Porter la voix des citoyens. Tel est l’objectif de la toute nouvelle ONG People’s Voices Network (PVN). Après un premier événement vendredi avec le département de droit de l’université de Maurice autour de « The urgency of the Freedom of Information Act in Mauritius », PVN compte se positionner comme lobbyiste pour aider à changer le système. Gabriella Batour, jeune diplômée en sciences politiques, est la secrétaire de l’association. Soucieuse de l’avenir de son pays, elle a décidé de s’engager.

l Pourquoi avoir créé People’s Voices Network ?
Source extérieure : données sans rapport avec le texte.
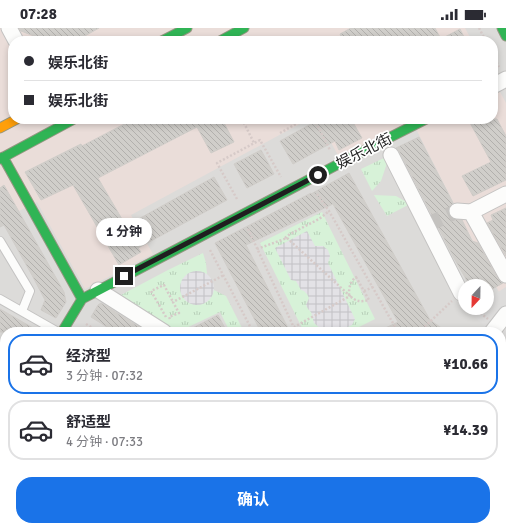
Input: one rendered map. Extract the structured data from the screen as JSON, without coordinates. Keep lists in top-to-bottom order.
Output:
{
  "streets": {
    "street": ["娱乐北街"]
  },
  "north": "bottom",
  "page": {
    "status": "07:28",
    "banner": ["娱乐北街", "娱乐北街"],
    "bubble": "1 分钟",
    "list": [
      {
        "name": "经济型",
        "note": "3 分钟 · 07:32",
        "value": "¥10.66"
      },
      {
        "name": "舒适型",
        "note": "4 分钟 · 07:33",
        "value": "¥14.39"
      }
    ],
    "buttons": "确认"
  }
}
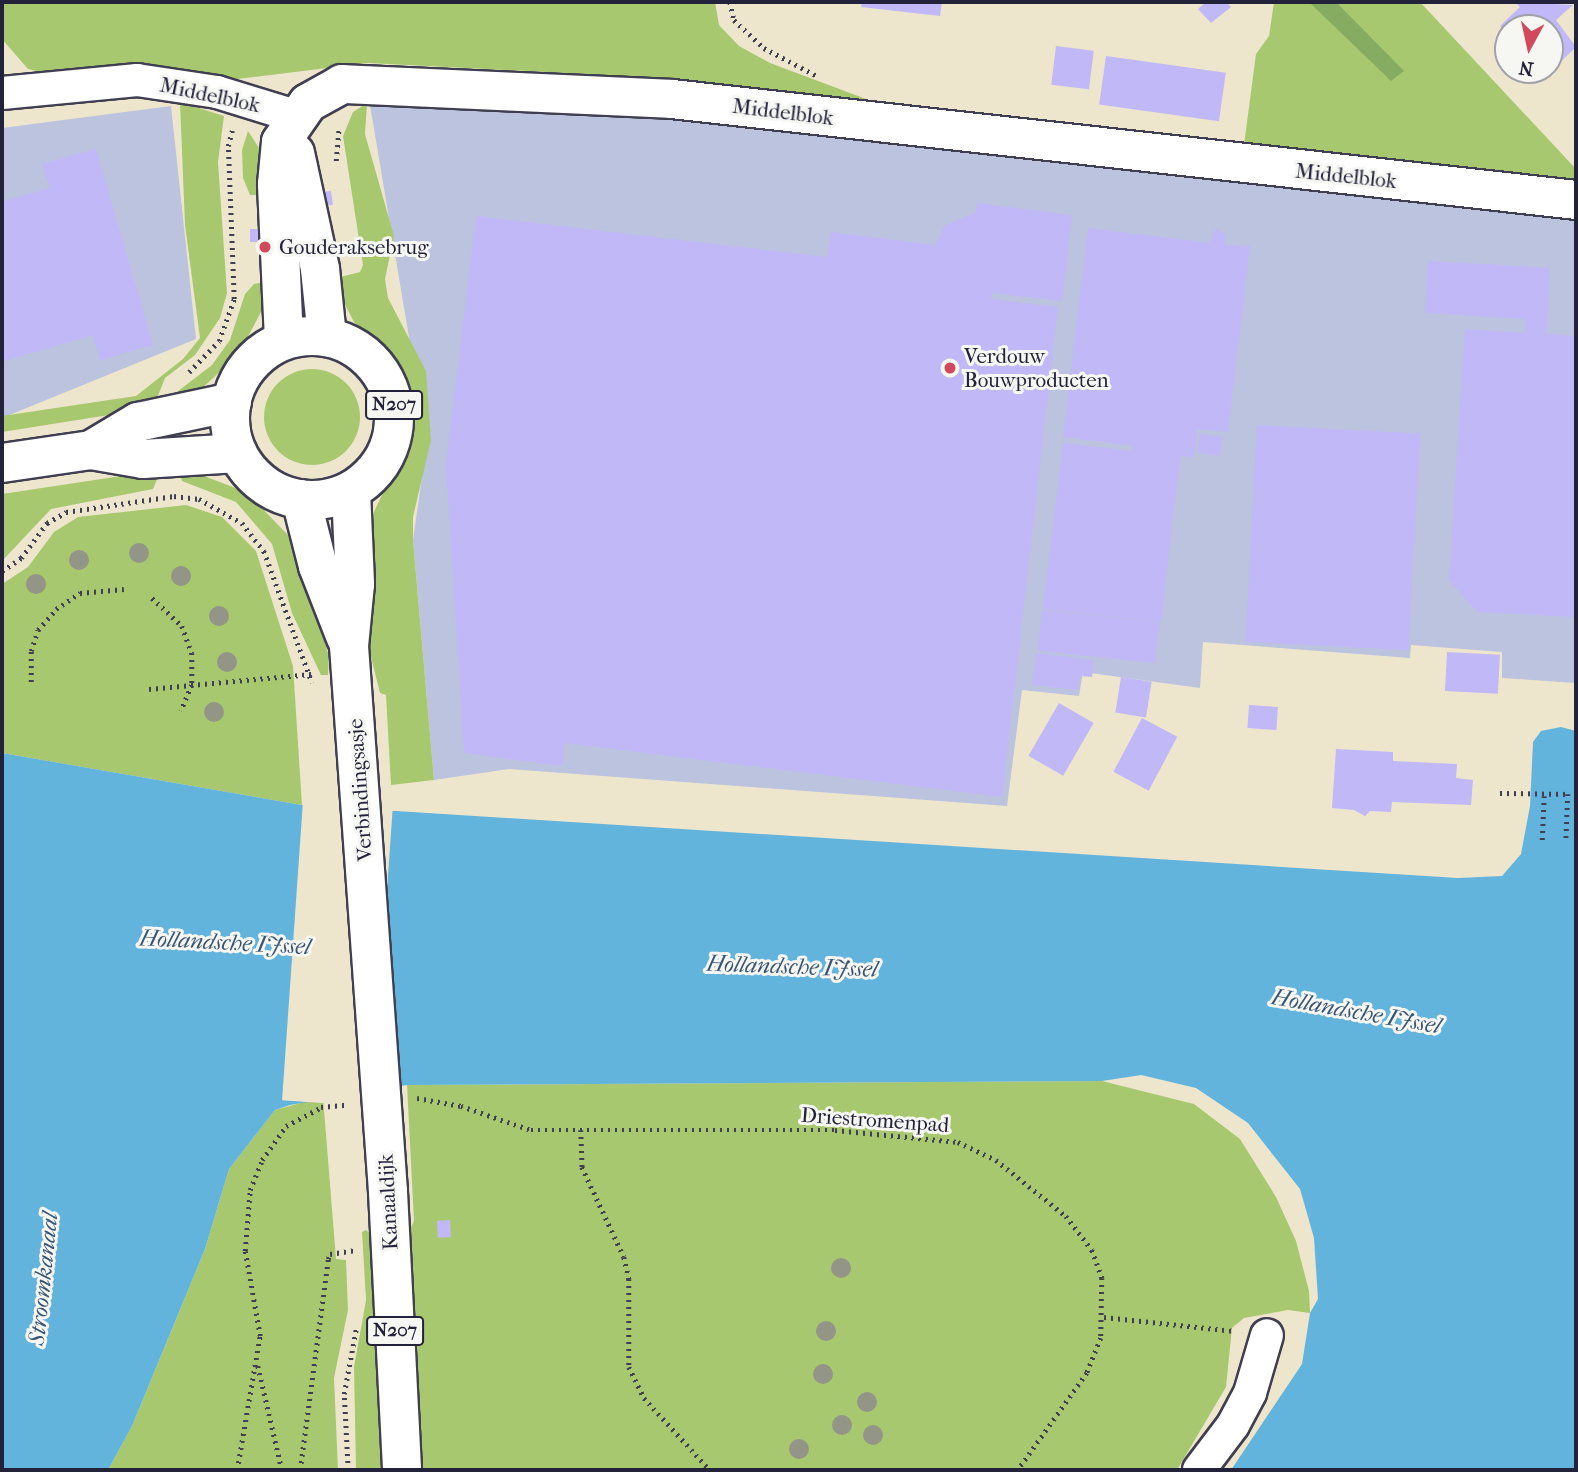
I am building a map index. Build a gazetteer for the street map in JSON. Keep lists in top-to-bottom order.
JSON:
{
  "streets": {
    "main road": [
      "Middelblok",
      "N207",
      "Verbindingsasje",
      "Kanaaldijk"
    ],
    "path": ["Driestromenpad"]
  },
  "crossings": [
    ["N207", "Verbindingsasje"],
    ["Verbindingsasje", "Kanaaldijk"]
  ],
  "water": ["Hollandsche IJssel", "Stroomkanaal"],
  "places": ["Gouderaksebrug", "Verdouw Bouwproducten"],
  "north": "bottom"
}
– L’initiative de cette organisation non gouvernementale (ONG) a commencé après les crises que nous avons connues, notamment la Covid, le Wakashio, une des plus grandes crises écologiques que le pays ait connues, et la crise économique qui existait d’ailleurs déjà bien avant la Covid. Il s’agit avant tout d’une plate-forme citoyenne et où il y a eu une prise de conscience de l’impact d’une certaine négligence et incompétence sur notre île. Il est clair que les autorités ont failli. Et avec les nombreux scandales, ce fut la goutte d’eau qui a tout fait déborder. Nous nous sommes rassemblés autour d’une même mission.

l Qui êtes-vous ?

-Nous sommes une dizaine de membres avec des Mauriciens de tous bords, du professionnel à la ménagère qui sait comment jongler avec le budget post-Covid, qui connaît certaines réalités. À la présidence, nous avons Sheila Bunwaree et Neena Ramdenee. Notre assistant-secrétaire est Ishan Ramdenee et le trésorier est Anand Gopal. Beaucoup de femmes, comme vous le voyez, car même si nous ne pouvons dire que nous vivons à Maurice dans une société entièrement patriarcale, la femme reste toujours exclue des débats et de certaines sphères.
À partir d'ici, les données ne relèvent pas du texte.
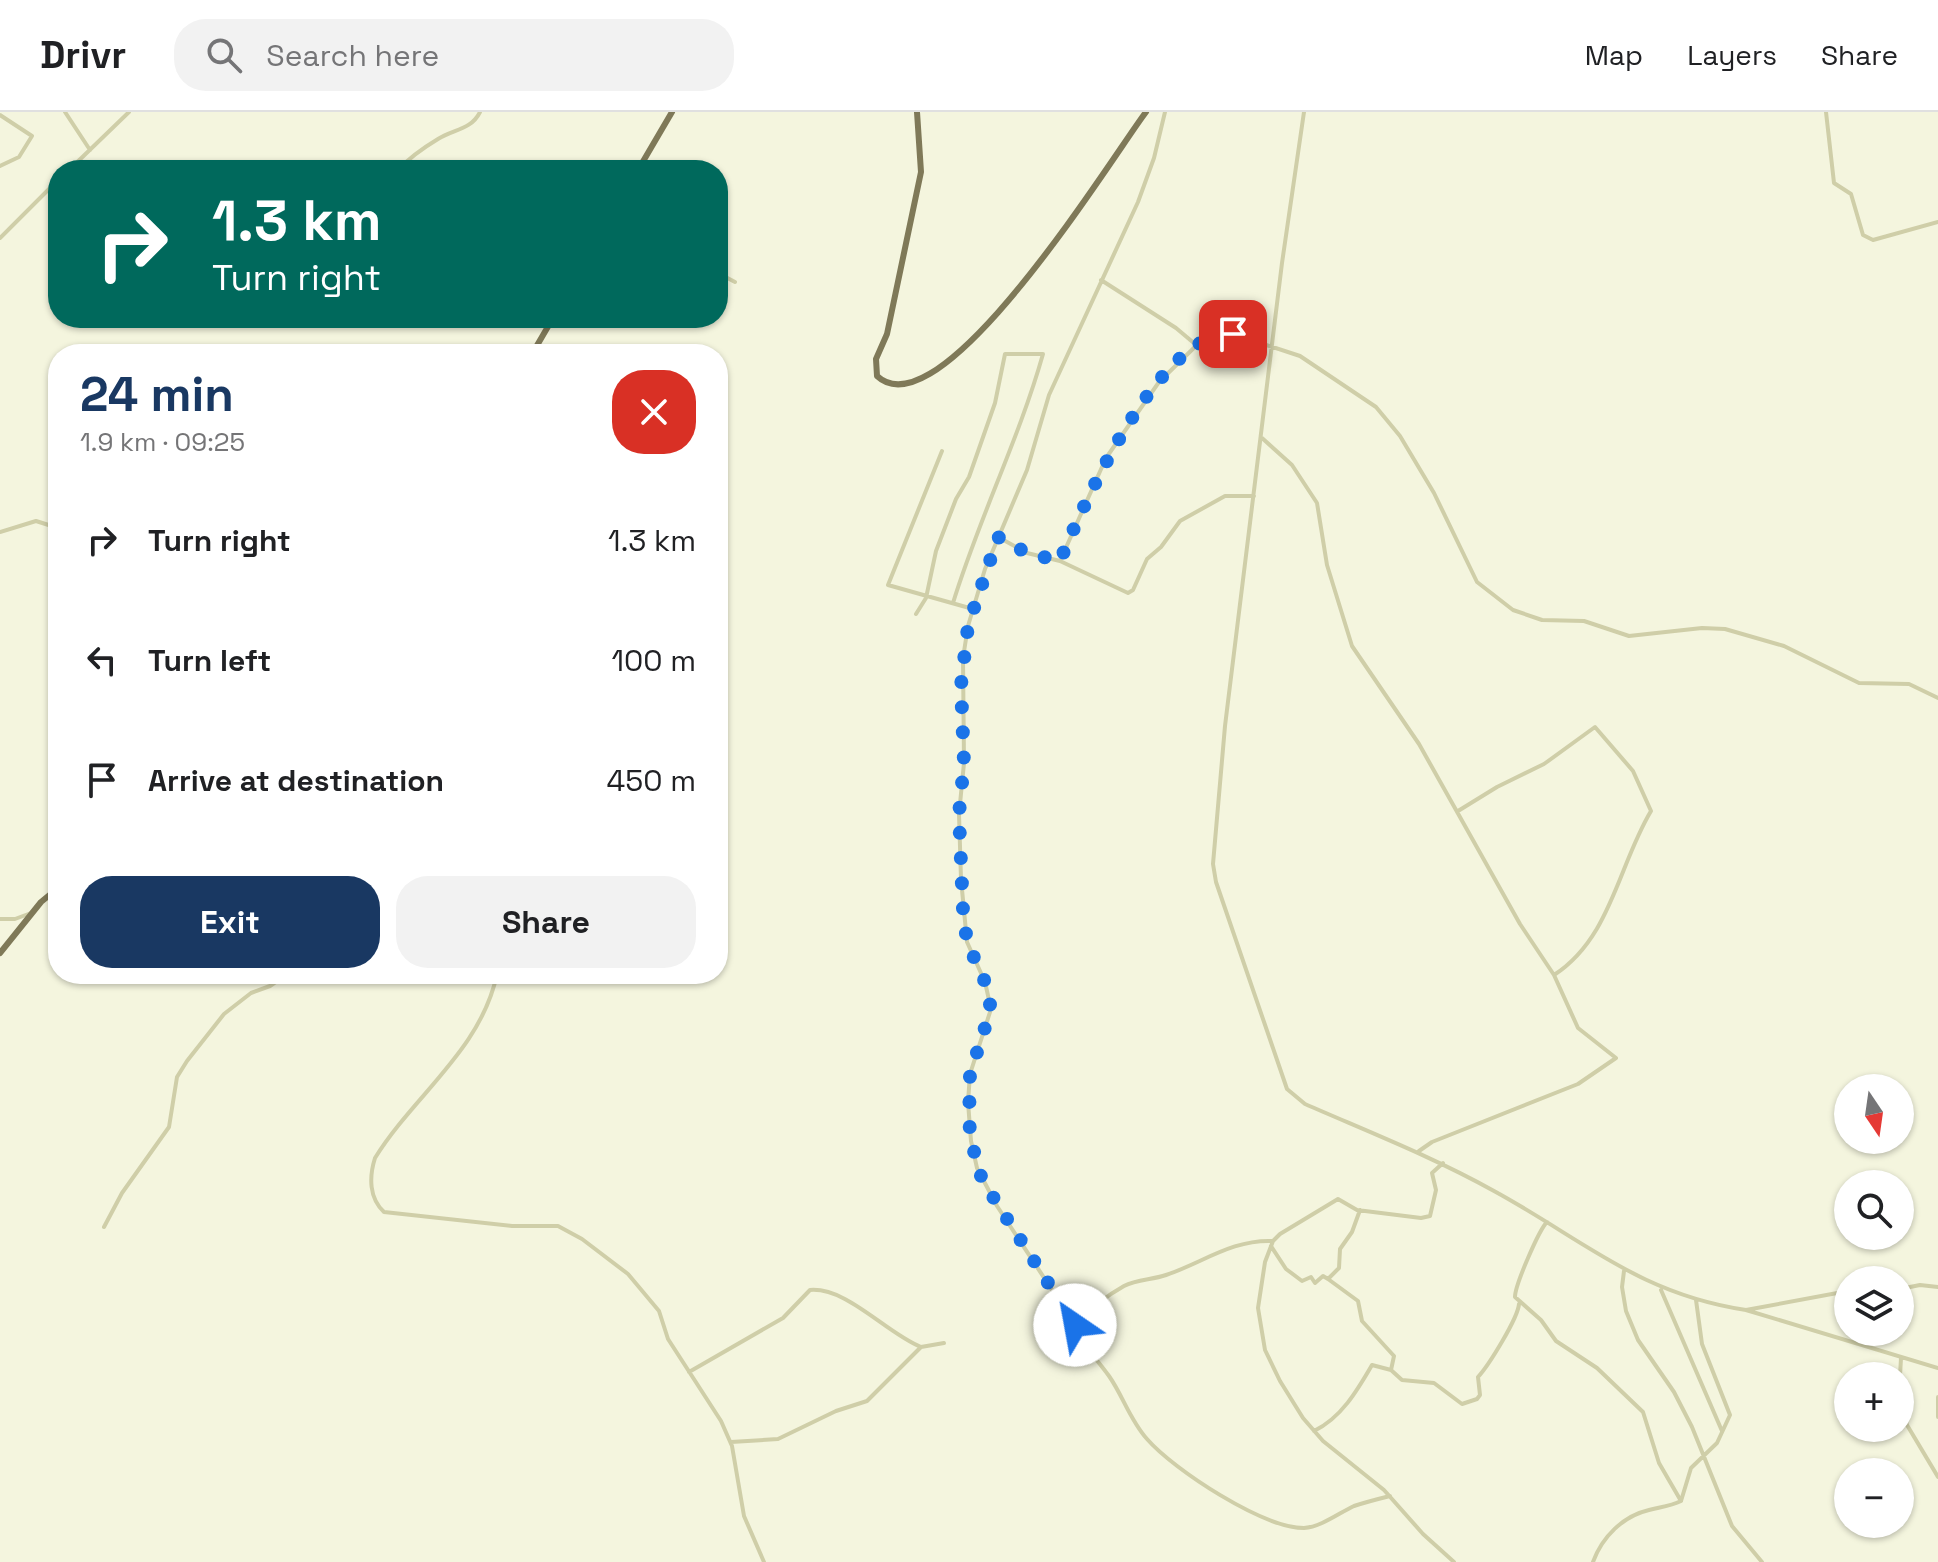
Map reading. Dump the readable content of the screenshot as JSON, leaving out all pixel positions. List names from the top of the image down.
{
  "north": "bottom",
  "page": {
    "header": "Drivr",
    "search": "Search here",
    "nav": ["Map", "Layers", "Share"],
    "turn": ["1.3 km", "Turn right"],
    "heading": ["24 min", "1.9 km · 09:25"],
    "list": [
      {
        "name": "Turn right",
        "value": "1.3 km"
      },
      {
        "name": "Turn left",
        "value": "100 m"
      },
      {
        "name": "Arrive at destination",
        "value": "450 m"
      }
    ],
    "buttons": ["Exit", "Share"],
    "map_buttons": ["+", "−"]
  }
}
l Ce sont quand même des noms très connus, votre démarche ne serait-elle pas un peu politique ?

-Oui, mais vous remarquerez que notre présidente et vice-présidente ont des couleurs politiques différentes. Sunil Dowarkasing est aussi un de nos membres, mais notre organisation reste apolitique. Nous sommes avant tout dans cette mouvance citoyenne, qui a pris naissance le 29 lors de la grande marche pacifique, car nous sommes tous des Mauriciens, des patriotes qui collaborons et travaillons ensemble sur une même plateforme. Nous partageons les mêmes valeurs d’intégrité, d’éthique et d’empathie, entre autres, qui est d’ailleurs un des éléments clés de notre organisation.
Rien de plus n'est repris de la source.